Problem details:
Write out again, please, the records below from the first line to the line holding "height:3px; margin:-1.5px; padding:0", inclusive, and nothing else.

Data listing:

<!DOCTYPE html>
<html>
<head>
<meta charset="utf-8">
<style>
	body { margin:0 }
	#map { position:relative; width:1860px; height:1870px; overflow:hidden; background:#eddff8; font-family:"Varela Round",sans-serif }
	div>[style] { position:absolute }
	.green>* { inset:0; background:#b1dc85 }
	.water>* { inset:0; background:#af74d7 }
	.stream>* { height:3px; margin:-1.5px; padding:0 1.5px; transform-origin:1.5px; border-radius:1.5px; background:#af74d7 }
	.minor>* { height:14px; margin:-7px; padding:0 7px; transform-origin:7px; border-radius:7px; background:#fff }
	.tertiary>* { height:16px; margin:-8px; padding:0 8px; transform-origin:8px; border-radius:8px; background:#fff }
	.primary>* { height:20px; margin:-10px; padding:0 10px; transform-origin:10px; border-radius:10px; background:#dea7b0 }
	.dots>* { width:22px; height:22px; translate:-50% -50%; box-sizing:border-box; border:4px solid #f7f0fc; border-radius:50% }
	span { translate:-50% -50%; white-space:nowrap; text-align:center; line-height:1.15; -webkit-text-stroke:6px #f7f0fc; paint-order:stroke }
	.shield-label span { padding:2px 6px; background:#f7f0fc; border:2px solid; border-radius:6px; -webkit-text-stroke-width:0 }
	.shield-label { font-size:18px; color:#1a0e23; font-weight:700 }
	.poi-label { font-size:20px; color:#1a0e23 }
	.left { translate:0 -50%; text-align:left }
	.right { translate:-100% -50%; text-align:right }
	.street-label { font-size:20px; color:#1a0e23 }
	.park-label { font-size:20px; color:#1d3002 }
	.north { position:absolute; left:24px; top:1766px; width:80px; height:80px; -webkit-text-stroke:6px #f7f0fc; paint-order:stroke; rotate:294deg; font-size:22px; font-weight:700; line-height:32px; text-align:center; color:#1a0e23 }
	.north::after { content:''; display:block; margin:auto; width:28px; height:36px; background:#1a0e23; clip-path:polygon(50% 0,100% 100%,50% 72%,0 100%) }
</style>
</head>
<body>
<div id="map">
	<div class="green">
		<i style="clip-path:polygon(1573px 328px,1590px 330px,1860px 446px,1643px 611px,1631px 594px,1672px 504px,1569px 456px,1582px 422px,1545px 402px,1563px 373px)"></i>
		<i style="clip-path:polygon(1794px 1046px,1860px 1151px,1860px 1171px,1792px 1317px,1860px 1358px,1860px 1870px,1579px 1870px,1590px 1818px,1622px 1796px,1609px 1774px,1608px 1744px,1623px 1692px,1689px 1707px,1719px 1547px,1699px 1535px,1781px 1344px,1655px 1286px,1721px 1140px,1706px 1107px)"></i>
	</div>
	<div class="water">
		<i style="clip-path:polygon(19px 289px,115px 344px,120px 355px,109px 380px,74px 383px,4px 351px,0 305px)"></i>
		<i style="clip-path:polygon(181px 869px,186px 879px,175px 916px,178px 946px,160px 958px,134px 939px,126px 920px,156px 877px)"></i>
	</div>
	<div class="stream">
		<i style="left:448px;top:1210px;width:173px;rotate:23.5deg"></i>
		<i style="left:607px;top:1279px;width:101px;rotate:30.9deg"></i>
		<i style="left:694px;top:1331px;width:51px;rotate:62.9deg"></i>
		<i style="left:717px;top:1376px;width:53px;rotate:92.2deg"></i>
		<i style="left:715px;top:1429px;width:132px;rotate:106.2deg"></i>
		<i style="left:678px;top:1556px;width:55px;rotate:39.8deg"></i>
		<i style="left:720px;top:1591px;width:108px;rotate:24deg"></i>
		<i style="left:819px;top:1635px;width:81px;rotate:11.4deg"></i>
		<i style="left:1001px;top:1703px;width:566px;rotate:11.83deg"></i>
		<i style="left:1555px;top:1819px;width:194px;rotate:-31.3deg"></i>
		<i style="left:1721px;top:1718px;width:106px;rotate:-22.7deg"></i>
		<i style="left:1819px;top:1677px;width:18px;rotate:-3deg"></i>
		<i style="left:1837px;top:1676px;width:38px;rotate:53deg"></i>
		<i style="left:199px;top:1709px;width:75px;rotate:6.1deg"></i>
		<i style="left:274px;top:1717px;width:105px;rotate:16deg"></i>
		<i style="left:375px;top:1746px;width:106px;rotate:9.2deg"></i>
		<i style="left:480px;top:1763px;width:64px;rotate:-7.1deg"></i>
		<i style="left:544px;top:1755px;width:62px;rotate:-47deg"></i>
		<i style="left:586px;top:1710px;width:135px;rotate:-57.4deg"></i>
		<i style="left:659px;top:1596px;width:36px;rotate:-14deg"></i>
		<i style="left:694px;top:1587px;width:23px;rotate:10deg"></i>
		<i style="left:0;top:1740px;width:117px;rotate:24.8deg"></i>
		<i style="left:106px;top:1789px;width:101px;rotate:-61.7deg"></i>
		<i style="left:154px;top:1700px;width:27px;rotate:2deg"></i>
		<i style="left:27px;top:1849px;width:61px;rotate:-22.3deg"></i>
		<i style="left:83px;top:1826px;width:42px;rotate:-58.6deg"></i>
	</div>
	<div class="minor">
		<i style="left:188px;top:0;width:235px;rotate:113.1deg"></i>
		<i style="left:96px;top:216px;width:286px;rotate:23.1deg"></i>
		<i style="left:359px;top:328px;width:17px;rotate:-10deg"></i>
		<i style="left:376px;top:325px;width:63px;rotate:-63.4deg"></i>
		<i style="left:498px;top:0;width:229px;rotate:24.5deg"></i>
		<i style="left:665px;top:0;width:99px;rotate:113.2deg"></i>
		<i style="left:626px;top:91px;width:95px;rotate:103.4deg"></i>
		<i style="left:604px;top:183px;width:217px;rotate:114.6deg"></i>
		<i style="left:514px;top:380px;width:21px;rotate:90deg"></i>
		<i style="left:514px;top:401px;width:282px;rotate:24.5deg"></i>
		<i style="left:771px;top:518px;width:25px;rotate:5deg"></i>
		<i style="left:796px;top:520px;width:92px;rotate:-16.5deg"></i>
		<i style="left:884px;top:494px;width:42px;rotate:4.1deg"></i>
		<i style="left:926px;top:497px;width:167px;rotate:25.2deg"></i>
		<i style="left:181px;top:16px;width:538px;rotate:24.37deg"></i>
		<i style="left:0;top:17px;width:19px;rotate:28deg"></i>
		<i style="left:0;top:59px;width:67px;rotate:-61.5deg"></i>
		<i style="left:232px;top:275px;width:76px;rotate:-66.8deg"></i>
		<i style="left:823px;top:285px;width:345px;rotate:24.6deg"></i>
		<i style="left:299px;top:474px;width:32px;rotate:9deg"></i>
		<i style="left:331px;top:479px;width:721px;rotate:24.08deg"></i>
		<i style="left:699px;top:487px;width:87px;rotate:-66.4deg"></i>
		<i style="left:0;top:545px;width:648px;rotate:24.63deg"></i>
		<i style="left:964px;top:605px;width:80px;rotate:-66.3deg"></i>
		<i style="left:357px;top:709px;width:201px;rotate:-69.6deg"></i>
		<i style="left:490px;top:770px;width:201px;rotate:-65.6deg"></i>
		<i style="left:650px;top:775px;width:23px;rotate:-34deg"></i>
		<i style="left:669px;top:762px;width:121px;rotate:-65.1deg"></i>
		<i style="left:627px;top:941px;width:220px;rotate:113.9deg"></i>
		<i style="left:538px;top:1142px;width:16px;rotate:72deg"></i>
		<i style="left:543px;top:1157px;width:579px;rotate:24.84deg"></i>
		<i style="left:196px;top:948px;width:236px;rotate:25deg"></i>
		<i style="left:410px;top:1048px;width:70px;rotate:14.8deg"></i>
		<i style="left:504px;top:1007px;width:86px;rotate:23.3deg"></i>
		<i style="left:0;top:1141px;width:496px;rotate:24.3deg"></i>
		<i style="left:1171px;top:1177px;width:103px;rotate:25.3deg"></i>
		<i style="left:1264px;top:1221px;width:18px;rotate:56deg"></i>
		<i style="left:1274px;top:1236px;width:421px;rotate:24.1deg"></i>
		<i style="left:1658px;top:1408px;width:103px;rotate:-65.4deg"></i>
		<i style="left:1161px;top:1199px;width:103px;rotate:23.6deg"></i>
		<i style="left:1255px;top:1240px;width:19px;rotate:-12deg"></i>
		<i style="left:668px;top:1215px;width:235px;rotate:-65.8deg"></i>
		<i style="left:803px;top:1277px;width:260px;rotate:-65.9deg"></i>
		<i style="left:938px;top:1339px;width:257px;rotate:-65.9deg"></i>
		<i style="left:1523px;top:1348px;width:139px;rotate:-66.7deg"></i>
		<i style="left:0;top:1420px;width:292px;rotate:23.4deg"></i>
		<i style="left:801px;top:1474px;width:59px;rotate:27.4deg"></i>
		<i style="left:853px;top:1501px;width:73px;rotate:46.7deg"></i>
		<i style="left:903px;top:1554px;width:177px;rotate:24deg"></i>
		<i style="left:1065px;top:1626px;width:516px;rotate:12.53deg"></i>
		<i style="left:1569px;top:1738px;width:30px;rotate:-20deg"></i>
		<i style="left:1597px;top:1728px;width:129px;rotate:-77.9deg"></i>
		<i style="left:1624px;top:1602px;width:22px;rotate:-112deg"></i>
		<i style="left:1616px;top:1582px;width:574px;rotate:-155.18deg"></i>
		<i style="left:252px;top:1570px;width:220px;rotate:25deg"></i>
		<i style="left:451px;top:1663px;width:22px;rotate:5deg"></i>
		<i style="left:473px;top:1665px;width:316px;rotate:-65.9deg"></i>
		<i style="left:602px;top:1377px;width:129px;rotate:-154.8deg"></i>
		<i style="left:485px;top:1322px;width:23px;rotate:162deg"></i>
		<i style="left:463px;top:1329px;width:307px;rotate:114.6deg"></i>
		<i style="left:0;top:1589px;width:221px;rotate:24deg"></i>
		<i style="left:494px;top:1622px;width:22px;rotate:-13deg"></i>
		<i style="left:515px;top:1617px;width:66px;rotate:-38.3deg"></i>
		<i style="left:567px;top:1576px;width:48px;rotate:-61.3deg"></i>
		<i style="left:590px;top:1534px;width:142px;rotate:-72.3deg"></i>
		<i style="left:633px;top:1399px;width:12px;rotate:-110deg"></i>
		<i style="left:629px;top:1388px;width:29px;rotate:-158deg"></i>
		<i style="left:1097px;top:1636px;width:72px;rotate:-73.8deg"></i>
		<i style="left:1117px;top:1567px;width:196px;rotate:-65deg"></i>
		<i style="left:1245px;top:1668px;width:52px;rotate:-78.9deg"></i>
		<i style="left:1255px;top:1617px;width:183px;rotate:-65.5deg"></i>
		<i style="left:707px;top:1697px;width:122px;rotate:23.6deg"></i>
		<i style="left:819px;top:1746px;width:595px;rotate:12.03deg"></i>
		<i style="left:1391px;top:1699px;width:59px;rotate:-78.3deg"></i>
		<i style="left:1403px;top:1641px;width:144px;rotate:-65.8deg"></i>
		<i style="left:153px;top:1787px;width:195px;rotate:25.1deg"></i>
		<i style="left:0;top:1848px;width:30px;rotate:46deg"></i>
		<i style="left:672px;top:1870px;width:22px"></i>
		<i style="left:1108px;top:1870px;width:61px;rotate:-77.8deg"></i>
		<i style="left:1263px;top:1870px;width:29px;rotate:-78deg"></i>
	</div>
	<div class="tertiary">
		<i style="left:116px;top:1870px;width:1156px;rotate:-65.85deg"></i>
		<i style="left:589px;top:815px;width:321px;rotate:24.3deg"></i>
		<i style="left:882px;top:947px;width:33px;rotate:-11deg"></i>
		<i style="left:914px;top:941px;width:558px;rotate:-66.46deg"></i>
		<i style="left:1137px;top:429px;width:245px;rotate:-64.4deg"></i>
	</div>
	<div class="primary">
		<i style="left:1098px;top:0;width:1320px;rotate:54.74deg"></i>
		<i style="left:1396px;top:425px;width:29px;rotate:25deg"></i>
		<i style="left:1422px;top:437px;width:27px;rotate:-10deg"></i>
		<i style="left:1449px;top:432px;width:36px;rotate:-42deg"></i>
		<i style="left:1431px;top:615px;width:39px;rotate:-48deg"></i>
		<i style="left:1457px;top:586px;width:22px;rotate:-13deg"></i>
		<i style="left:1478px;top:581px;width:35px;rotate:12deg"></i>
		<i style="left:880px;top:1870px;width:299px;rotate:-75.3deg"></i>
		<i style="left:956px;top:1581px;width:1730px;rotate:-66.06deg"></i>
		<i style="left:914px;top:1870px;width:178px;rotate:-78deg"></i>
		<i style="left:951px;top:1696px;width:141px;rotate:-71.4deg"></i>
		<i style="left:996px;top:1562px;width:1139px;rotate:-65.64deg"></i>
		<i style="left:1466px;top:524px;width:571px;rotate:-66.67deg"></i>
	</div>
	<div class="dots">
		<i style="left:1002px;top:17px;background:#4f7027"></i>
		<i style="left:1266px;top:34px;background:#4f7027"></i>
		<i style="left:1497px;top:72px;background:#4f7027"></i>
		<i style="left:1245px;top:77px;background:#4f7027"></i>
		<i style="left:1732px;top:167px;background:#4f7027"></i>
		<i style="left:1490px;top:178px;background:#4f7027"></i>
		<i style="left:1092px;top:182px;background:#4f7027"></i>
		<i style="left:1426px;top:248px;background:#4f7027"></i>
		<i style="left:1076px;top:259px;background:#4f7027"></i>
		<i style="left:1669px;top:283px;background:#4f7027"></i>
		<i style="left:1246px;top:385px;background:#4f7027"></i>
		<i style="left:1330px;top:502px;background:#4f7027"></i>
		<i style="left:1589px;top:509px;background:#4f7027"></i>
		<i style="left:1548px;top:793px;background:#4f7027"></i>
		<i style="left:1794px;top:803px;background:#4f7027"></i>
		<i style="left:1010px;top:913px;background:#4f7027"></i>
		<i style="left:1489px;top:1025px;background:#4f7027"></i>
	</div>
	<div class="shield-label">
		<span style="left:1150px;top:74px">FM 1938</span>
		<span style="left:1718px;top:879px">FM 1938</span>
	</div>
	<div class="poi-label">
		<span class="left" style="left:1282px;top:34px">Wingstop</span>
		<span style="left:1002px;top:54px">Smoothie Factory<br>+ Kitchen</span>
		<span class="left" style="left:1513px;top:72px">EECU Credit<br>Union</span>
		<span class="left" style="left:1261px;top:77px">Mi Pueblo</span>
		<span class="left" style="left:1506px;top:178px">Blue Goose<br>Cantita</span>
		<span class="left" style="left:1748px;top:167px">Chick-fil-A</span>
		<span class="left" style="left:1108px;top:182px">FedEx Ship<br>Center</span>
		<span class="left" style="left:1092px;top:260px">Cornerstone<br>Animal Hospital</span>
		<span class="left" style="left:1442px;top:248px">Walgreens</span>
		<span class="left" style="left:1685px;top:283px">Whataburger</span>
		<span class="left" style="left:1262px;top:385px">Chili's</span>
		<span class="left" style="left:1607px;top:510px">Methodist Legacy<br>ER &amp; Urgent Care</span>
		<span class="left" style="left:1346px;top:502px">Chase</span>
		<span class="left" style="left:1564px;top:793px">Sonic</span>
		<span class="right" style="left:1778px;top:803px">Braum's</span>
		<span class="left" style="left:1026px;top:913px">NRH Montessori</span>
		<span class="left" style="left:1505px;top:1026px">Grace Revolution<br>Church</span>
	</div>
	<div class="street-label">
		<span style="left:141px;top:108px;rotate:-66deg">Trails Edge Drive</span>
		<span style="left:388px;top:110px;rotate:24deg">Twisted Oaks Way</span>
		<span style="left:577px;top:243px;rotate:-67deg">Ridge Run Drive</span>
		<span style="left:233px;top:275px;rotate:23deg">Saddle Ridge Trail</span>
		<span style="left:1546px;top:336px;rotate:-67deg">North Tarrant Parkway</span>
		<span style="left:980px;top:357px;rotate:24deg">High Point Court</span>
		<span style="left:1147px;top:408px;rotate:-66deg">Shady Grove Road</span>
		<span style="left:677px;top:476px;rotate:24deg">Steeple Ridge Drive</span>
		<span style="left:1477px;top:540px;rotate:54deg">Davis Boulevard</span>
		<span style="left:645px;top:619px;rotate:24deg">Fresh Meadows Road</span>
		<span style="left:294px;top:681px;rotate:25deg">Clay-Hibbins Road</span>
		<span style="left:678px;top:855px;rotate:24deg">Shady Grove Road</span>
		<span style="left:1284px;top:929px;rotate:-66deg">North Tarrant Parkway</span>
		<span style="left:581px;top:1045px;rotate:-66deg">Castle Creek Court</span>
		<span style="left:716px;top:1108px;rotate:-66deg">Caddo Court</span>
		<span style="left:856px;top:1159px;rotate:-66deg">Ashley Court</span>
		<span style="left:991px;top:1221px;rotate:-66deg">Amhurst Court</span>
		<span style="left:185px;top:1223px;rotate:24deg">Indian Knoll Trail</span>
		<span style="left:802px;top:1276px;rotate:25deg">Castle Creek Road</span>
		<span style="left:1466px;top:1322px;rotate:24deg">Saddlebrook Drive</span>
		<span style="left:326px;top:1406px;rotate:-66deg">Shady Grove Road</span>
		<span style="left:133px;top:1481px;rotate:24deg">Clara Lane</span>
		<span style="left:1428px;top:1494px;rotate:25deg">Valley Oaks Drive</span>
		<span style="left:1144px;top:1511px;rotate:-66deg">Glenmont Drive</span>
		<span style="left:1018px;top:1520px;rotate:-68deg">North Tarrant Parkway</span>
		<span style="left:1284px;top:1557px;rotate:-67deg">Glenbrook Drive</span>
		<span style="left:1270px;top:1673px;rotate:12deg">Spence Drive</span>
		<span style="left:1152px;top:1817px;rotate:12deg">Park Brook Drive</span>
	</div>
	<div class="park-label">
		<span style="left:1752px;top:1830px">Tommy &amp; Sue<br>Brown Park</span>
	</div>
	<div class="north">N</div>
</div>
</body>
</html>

Output below:
<!DOCTYPE html>
<html>
<head>
<meta charset="utf-8">
<style>
	body { margin:0 }
	#map { position:relative; width:1860px; height:1870px; overflow:hidden; background:#eddff8; font-family:"Varela Round",sans-serif }
	div>[style] { position:absolute }
	.green>* { inset:0; background:#b1dc85 }
	.water>* { inset:0; background:#af74d7 }
	.stream>* { height:3px; margin:-1.5px; padding:0 1.5px; transform-origin:1.5px; border-radius:1.5px; background:#af74d7 }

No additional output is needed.